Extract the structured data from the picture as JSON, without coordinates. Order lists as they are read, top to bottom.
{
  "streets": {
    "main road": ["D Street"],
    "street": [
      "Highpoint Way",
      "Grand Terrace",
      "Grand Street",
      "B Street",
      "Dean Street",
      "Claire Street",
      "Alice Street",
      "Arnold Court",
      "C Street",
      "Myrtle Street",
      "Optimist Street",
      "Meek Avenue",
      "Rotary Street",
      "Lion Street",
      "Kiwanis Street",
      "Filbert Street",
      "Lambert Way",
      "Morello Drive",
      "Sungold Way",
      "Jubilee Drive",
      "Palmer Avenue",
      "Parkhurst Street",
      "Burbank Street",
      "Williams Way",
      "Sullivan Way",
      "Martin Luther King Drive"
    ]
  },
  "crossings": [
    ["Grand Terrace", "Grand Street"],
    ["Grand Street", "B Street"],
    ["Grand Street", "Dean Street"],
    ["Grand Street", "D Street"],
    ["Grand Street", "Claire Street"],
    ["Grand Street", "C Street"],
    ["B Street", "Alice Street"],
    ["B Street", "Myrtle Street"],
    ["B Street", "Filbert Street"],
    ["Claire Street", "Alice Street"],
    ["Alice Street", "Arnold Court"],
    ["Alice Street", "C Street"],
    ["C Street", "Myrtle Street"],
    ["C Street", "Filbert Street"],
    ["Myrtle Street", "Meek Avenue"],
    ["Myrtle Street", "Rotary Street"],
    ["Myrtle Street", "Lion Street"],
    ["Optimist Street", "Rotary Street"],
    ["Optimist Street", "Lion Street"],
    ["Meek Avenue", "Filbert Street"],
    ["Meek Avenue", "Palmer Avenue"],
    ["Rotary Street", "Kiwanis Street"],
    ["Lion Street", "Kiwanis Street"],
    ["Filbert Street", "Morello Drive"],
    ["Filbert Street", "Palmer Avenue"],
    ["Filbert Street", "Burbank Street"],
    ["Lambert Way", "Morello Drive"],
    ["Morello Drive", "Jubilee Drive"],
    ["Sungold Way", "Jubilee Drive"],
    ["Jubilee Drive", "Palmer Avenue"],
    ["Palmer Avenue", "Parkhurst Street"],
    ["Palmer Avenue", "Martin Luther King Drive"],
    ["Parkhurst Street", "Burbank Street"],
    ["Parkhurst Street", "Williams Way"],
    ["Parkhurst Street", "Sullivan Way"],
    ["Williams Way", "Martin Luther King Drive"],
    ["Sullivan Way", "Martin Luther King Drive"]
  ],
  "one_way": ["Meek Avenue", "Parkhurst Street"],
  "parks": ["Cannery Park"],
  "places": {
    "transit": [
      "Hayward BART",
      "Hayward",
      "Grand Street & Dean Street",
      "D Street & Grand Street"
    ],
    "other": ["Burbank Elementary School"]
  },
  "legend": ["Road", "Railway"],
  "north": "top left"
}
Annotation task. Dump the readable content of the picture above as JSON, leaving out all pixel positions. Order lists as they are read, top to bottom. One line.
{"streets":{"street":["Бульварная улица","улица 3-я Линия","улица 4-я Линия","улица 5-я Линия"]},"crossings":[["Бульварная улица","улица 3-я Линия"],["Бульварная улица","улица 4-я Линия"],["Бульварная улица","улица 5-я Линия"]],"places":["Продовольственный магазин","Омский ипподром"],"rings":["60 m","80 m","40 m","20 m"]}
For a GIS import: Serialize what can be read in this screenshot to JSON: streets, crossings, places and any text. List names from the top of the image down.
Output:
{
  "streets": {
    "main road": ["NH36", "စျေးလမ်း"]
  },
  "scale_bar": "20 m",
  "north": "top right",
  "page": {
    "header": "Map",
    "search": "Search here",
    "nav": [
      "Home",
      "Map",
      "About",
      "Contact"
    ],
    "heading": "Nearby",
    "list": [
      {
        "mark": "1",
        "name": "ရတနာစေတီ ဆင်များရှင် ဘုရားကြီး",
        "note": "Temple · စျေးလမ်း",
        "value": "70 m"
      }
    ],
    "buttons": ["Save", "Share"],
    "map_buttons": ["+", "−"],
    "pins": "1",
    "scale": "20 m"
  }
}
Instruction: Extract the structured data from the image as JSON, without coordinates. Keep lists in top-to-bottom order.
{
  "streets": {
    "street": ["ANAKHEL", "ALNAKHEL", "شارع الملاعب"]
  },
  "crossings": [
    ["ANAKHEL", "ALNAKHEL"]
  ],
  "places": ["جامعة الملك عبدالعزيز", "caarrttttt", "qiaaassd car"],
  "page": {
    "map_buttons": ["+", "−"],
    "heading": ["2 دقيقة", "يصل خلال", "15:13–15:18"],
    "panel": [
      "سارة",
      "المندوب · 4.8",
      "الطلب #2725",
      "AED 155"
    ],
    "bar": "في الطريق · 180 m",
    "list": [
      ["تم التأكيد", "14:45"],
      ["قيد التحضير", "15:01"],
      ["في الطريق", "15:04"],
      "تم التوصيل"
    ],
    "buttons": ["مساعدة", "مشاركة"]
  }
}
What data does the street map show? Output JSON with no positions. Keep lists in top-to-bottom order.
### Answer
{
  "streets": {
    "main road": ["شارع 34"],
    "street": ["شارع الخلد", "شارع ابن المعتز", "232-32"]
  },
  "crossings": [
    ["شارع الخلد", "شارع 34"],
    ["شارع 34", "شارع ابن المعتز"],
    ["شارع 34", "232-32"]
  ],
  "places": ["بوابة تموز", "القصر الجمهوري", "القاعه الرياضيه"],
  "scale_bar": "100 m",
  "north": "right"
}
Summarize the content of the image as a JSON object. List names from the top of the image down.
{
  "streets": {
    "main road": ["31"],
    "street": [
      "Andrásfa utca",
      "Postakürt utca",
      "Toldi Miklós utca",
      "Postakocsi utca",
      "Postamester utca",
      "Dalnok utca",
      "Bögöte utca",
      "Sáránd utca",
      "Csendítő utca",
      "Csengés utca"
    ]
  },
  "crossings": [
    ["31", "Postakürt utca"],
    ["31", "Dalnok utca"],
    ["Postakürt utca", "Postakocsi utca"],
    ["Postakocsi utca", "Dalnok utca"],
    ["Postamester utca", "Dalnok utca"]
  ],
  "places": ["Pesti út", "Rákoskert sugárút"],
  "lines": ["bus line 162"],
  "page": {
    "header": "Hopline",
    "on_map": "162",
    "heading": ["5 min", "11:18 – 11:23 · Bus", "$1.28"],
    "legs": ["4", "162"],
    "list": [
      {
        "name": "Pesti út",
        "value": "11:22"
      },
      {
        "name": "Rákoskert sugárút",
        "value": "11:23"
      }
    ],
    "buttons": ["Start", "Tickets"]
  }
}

····················

Copy out all the lines of the records that include "coordinates".

_Task answer_:
Extract the structured data from the picture as JSON, without coordinates. Order lists as they are read, top to bottom.
Instruction: Extract the structured data from the image as JSON, without coordinates. Keep lists in top-to-bottom order.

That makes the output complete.